As Brace and his coauthors articulated, hunters and gatherers that lived during the onset of glacial conditions in the temperate zone could not have survived without fire that allowed them to thaw and heat food that had frozen. Obligatory cooking first started some 250,000 years ago in the northwestern hemisphere (Brace 1995b), when “earth ovens” may have been used to make frozen food edible. The archaeological record reveals that the distribution of small tooth size occurs in areas where obligatory cooking had started, such as the north temperate zone between Europe and the Middle East, some areas in eastern Asia, and pre-agricultural Japan (Brace, Brace, and Leonard 1989; Brace and Nagai 1982; Brace, Rosenberg, and Hunt, 1987; Brace and Tracer 1992). This culinary practice had the effect of reducing the amount of chewing needed to process food and, consequently, it relaxed selection for maintaining tooth size. Dental reduction then proceeded at a rate of 1% every 2,000 years (Brace, Hunt, and Smith 1991).
Other significant dietary changes were made possible by the development of food processing techniques, such as pounding and grinding with tools that had been invented around 15,000 years ago, and the use of pottery, which had occurred 12,000–10,000 years ago. After the adoption of pottery, the rate of dental reduction increased to a rate of 2% every 2,000 years (Brace, Brace, and Leonard 1989; Brace, Smith, and Hunt 1991). For instance, Norwegians, whose ancestors might have been the population that first started obligatory cooking, and the Ainu in Japan, show some of the smallest tooth size in proportion to body size of any population among modern Homo sapiens (Brace and Tracer 1992). The Ainu are the direct descendants of the Jomon population who invented Jomon pottery possibly around 16,000 years ago.

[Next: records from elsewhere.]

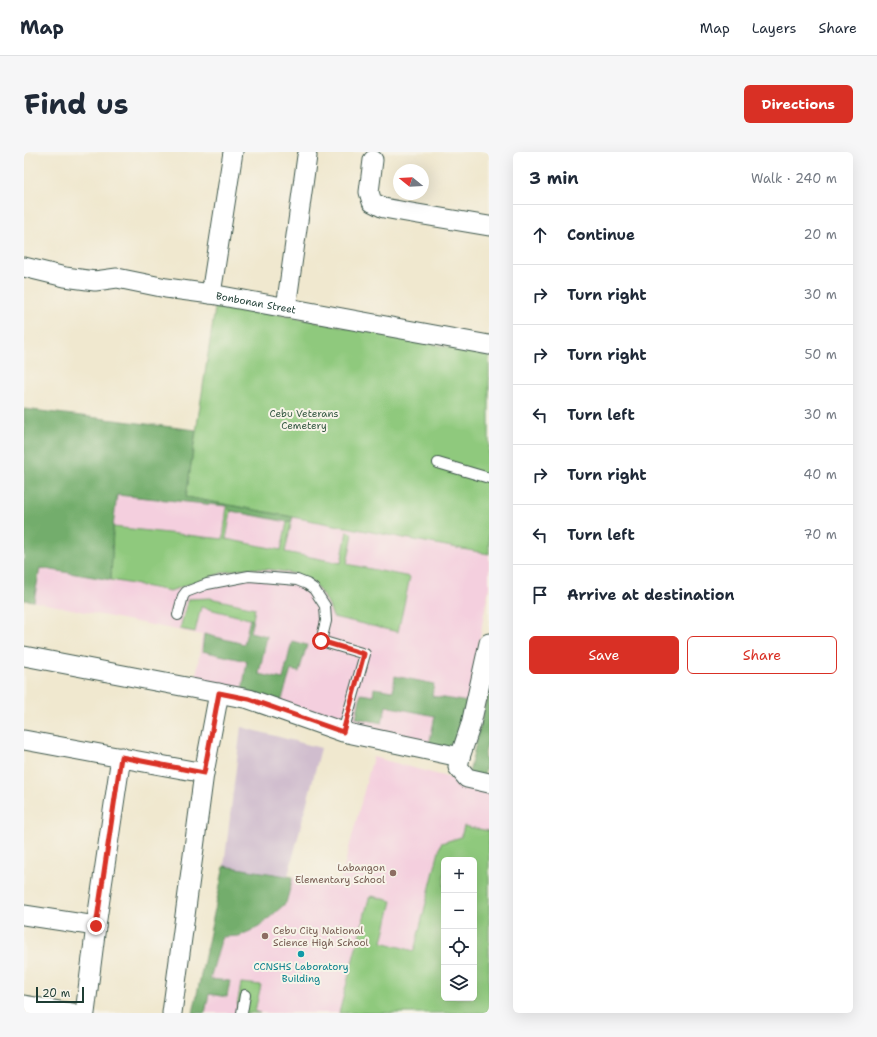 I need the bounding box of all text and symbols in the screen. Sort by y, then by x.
text: Map [20,15,64,40]
text: Map [700,19,730,37]
text: Layers [752,19,796,37]
text: Share [818,19,857,37]
text: Find us [24,85,129,123]
button: Directions [744,85,853,123]
north arrow [393,164,429,200]
text: 3 min [529,167,579,189]
text: Walk · 240 m [751,170,837,187]
icon: ahead [529,224,551,246]
text: Continue [567,225,635,245]
text: 20 m [804,226,837,243]
icon: right [529,284,551,306]
text: Turn right [567,285,647,305]
text: 30 m [803,286,837,303]
street label: Bonbonan Street [215,289,297,316]
icon: right [529,344,551,366]
text: Turn right [567,345,647,365]
text: 50 m [804,346,837,363]
icon: left [529,404,551,426]
text: Turn left [567,405,635,425]
text: 30 m [803,406,837,423]
park label: Cebu Veterans Cemetery [270,407,339,432]
icon: right [529,464,551,486]
text: Turn right [567,465,647,485]
text: 40 m [803,466,837,483]
icon: left [529,524,551,546]
text: Turn left [567,525,635,545]
text: 70 m [803,526,837,543]
icon: arrive [529,584,551,606]
text: Arrive at destination [567,585,735,605]
route start [312,632,330,650]
button: Save [529,636,679,674]
button: Share [687,636,837,674]
map controls [441,857,477,1001]
button: + [441,857,477,893]
place label: Labangon Elementary School [295,861,385,886]
marker: Labangon Elementary School [388,868,398,878]
button: − [441,893,477,929]
route end [87,917,105,935]
place label: Cebu City National Science High School [273,924,369,949]
button: locate [441,929,477,965]
marker: Cebu City National Science High School [260,931,270,941]
marker: CCNSHS Laboratory Building [296,949,306,959]
place label: CCNSHS Laboratory Building [254,960,349,985]
button: layers [441,965,477,1001]
scale bar [36,985,84,1004]
text: 20 m [42,986,70,1001]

In Australia, where the use of pottery never penetrated and the earth oven was a late entrant, Australians show the least amount of dental reduction. Although in Australia dental reduction has only been going on for about 15,000 years (Brace 1980), there is a remarkable North–South gradient:
Cooking traditions evidently spread slowly from a northern point of entry and eventually were adopted everywhere so that by the time of first European contact in the 18th century, fire was used in food preparation throughout the entire continent as well as in Tasmania. Even the largest-toothed of living Australians in the Murray Valley of the south have somewhat smaller teeth than their ancestors of 15,000 years ago, who had fully Middle Pleistocene tooth-size levels but who had only recently adopted the techniques of earth oven cookery...That reduction is less apparent towards the South, where incoming cultural elements had much less time depth. Australian tooth size reduction proceeded from that time at the same rate of reduction that produced the change from Neanderthal to early “modern” levels at the western edge of the Old World. [Brace and Seguchi 2003:67; 2004]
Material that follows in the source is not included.